The required result is every line of the records that includes "یزدی".

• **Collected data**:
---

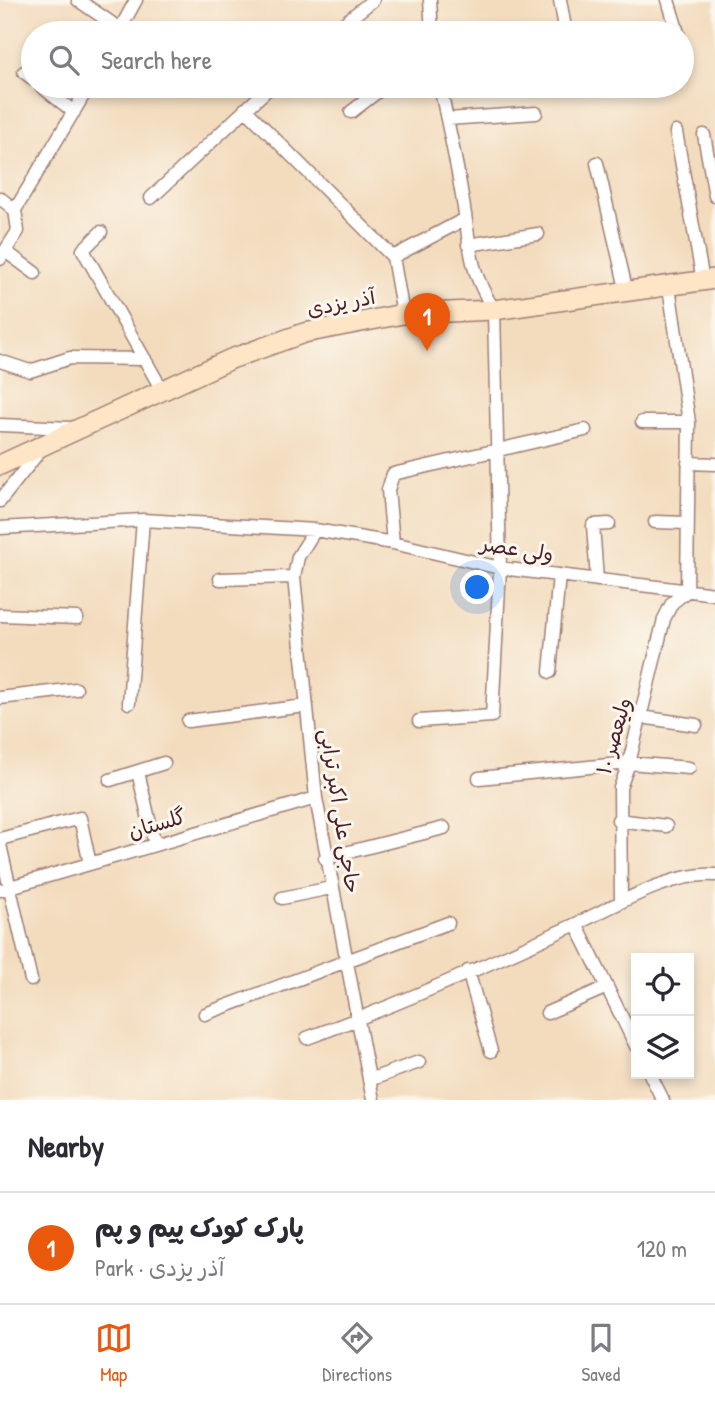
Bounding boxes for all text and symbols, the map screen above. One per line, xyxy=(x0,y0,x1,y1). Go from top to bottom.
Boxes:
search box xyxy=(21,21,694,98)
icon: search xyxy=(45,41,83,79)
text: Search here xyxy=(101,42,212,77)
street label: آذر یزدی xyxy=(304,282,378,323)
pin: 1 xyxy=(404,293,450,351)
street label: ولی عصر xyxy=(477,528,556,569)
your location xyxy=(460,570,494,604)
street label: ۱۰ ولیعصر xyxy=(589,694,638,778)
street label: حاجی علی اکبر ترابی xyxy=(313,727,368,895)
street label: گلستان xyxy=(125,801,189,846)
map controls xyxy=(631,953,694,1079)
button: locate xyxy=(631,953,694,1016)
button: layers xyxy=(631,1016,694,1079)
text: Nearby xyxy=(28,1126,104,1166)
text: پارک کودک پیم و پم xyxy=(95,1210,304,1245)
text: 1 xyxy=(47,1233,55,1264)
text: 120 m xyxy=(637,1233,687,1264)
text: Park · آذر یزدی xyxy=(95,1252,224,1283)
tab: Map xyxy=(95,1319,133,1387)
tab: Directions xyxy=(322,1319,392,1387)
tab: Saved xyxy=(582,1319,620,1387)

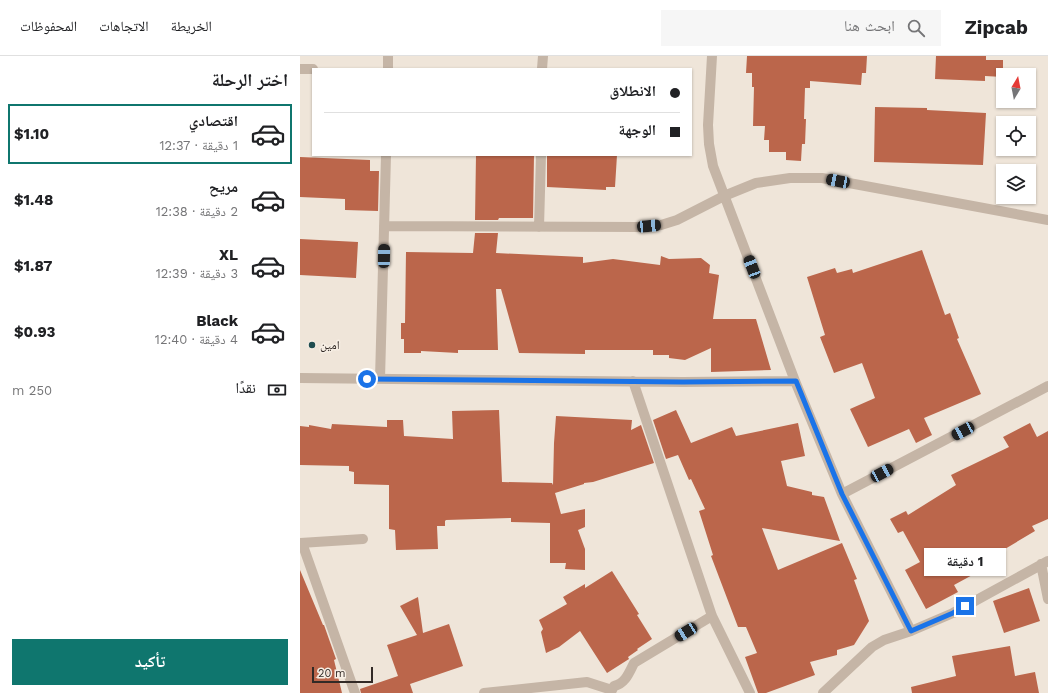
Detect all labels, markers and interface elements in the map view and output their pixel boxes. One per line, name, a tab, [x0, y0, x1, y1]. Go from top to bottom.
search box	[661, 10, 941, 46]
text: Zipcab	[965, 16, 1028, 39]
text: ابحث هنا	[844, 17, 895, 35]
icon: search	[905, 17, 927, 39]
text: المحفوظات	[20, 18, 77, 34]
text: الاتجاهات	[99, 18, 149, 34]
text: الخريطة	[171, 18, 212, 34]
north arrow	[996, 68, 1036, 108]
map controls	[996, 68, 1036, 204]
text: اختر الرحلة	[212, 69, 288, 90]
text: الانطلاق	[610, 82, 656, 100]
text: اقتصادي	[189, 112, 238, 130]
icon: car	[250, 116, 286, 152]
button: locate	[996, 116, 1036, 156]
text: الوجهة	[618, 121, 656, 139]
text: $1.10	[14, 125, 49, 143]
text: 1 دقيقة · 12:37	[159, 138, 238, 153]
button: layers	[996, 164, 1036, 204]
car	[825, 173, 851, 189]
text: مريح	[209, 178, 238, 196]
icon: car	[250, 182, 286, 218]
text: $1.48	[14, 191, 53, 209]
text: 2 دقيقة · 12:38	[156, 204, 238, 219]
car	[637, 219, 661, 233]
car	[378, 244, 390, 268]
text: XL	[219, 246, 238, 264]
icon: car	[250, 248, 286, 284]
car	[742, 254, 762, 280]
text: $1.87	[14, 257, 52, 275]
text: 3 دقيقة · 12:39	[156, 266, 238, 281]
text: Black	[196, 312, 238, 330]
icon: car	[250, 314, 286, 350]
text: $0.93	[14, 323, 56, 341]
text: 4 دقيقة · 12:40	[155, 332, 238, 347]
place label: امين	[320, 338, 340, 352]
marker: امين	[307, 340, 317, 350]
route start	[358, 370, 376, 388]
text: نقدًا	[235, 379, 256, 397]
icon: cash	[266, 379, 288, 401]
text: 250 m	[12, 383, 52, 398]
car	[950, 420, 976, 442]
car	[869, 462, 895, 484]
callout: 1 دقيقة	[924, 548, 1006, 576]
text: 1 دقيقة	[947, 554, 983, 569]
route end	[956, 597, 974, 615]
car	[673, 621, 699, 643]
button: تأكيد	[12, 639, 288, 685]
scale bar	[312, 665, 373, 684]
text: 20 m	[318, 667, 346, 680]

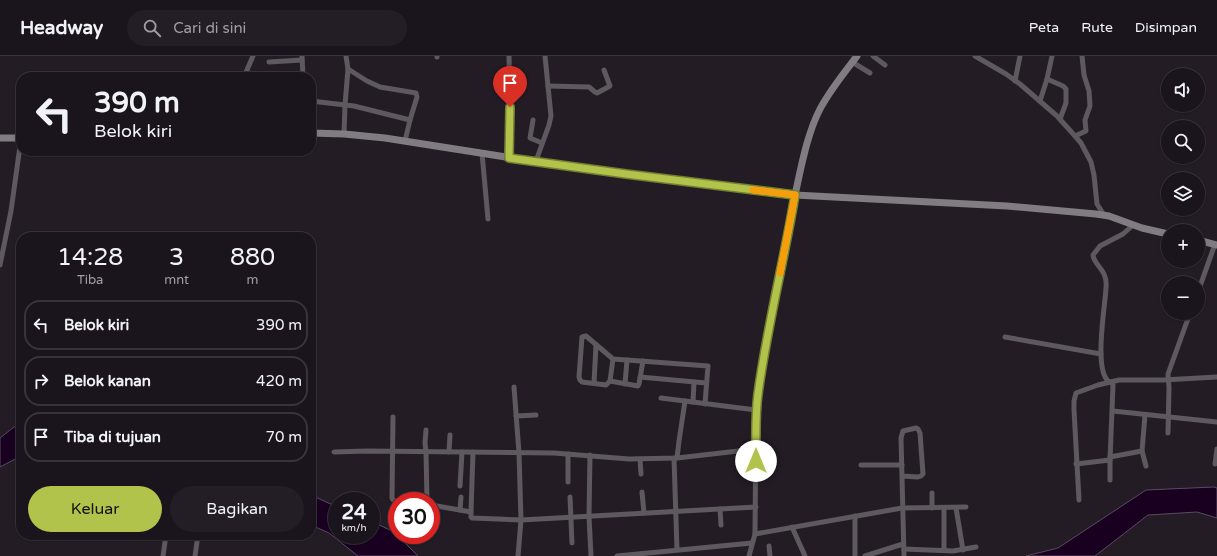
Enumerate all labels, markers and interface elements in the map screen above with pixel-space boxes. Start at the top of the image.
search box [127,10,407,46]
text: Headway [20,17,103,39]
icon: search [141,17,163,39]
text: Cari di sini [173,19,246,37]
text: Peta [1029,19,1059,36]
text: Rute [1081,19,1113,36]
text: Disimpan [1135,19,1197,36]
pin [493,66,527,107]
map controls [1161,68,1205,320]
button: sound [1161,68,1205,112]
icon: arrive [499,72,521,94]
text: 390 m [94,86,180,120]
icon: left [28,88,80,140]
text: Belok kiri [94,120,172,142]
button: search [1161,120,1205,164]
button: layers [1161,172,1205,216]
button: + [1161,224,1205,268]
text: 14:28 [57,243,123,272]
text: 3 [169,243,184,272]
text: 880 [230,243,275,272]
text: Tiba [77,272,103,288]
text: mnt [164,272,189,288]
text: m [247,272,258,288]
button: − [1161,276,1205,320]
icon: left [30,314,52,336]
text: Belok kiri [64,316,129,334]
text: 390 m [256,316,302,334]
icon: right [30,370,52,392]
text: Belok kanan [64,372,151,390]
text: 420 m [256,372,302,390]
icon: arrive [30,426,52,448]
text: Tiba di tujuan [64,428,161,446]
text: 70 m [265,428,302,446]
position arrow [735,440,777,482]
button: Keluar [28,486,162,532]
button: Bagikan [170,486,304,532]
speed limit sign: 30 [388,492,440,544]
text: 24 [341,501,367,525]
text: km/h [341,522,367,534]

---

• **Response to the exercise**:
street label: آذر یزدی xyxy=(304,282,378,323)
text: Park · آذر یزدی xyxy=(95,1252,224,1283)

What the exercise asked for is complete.